(SUPPLIED ENTRIES):
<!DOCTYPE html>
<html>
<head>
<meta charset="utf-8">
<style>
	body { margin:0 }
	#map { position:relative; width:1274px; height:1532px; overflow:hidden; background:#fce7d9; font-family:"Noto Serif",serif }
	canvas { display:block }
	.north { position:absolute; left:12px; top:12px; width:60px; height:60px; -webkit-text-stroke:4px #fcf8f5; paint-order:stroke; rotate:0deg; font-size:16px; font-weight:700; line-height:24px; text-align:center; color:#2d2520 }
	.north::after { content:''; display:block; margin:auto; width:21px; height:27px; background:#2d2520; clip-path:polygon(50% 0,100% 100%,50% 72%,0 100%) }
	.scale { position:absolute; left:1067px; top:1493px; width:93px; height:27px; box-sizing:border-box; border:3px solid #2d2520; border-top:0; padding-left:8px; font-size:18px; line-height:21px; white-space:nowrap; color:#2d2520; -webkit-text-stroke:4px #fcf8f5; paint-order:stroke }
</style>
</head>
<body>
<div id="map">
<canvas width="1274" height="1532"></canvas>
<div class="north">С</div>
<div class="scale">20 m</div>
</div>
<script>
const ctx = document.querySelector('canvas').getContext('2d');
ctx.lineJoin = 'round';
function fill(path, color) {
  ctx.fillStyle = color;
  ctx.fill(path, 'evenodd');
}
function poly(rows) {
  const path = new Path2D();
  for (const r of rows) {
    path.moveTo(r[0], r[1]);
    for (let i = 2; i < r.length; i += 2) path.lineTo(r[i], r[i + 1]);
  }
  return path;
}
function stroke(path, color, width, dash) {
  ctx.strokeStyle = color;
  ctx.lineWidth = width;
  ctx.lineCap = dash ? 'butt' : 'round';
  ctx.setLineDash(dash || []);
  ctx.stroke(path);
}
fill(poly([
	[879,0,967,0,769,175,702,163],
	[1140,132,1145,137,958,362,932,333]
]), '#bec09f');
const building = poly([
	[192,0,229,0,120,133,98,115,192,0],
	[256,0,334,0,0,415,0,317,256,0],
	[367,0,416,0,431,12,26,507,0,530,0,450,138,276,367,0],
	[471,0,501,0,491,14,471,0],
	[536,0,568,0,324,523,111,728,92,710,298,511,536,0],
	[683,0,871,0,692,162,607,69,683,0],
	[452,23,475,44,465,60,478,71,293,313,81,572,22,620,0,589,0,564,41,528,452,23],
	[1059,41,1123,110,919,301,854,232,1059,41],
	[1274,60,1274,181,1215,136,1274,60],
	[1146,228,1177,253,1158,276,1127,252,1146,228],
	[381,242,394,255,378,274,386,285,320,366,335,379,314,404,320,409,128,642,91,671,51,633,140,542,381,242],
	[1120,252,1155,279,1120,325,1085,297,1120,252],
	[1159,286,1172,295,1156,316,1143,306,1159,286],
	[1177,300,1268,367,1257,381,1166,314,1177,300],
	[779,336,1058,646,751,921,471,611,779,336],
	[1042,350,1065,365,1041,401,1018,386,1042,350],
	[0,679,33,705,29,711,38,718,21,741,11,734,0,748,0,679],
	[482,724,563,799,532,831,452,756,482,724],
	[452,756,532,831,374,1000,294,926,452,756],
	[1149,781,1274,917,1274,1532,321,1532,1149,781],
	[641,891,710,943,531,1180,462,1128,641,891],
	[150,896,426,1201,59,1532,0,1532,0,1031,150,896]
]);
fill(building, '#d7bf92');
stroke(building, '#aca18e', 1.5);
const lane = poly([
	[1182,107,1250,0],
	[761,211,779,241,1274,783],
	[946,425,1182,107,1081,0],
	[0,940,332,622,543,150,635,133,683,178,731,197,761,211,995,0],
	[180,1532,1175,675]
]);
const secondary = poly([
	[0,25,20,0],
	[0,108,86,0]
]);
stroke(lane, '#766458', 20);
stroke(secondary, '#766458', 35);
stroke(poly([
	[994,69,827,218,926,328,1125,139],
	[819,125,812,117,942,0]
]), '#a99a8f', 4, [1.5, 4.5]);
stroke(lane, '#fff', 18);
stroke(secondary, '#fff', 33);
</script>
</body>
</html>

(PROBLEM TO WORK ON): What lines in the data above contain the word "function"? Show them all.

(RESPONSE TO THE EXERCISE):
function fill(path, color) {
function poly(rows) {
function stroke(path, color, width, dash) {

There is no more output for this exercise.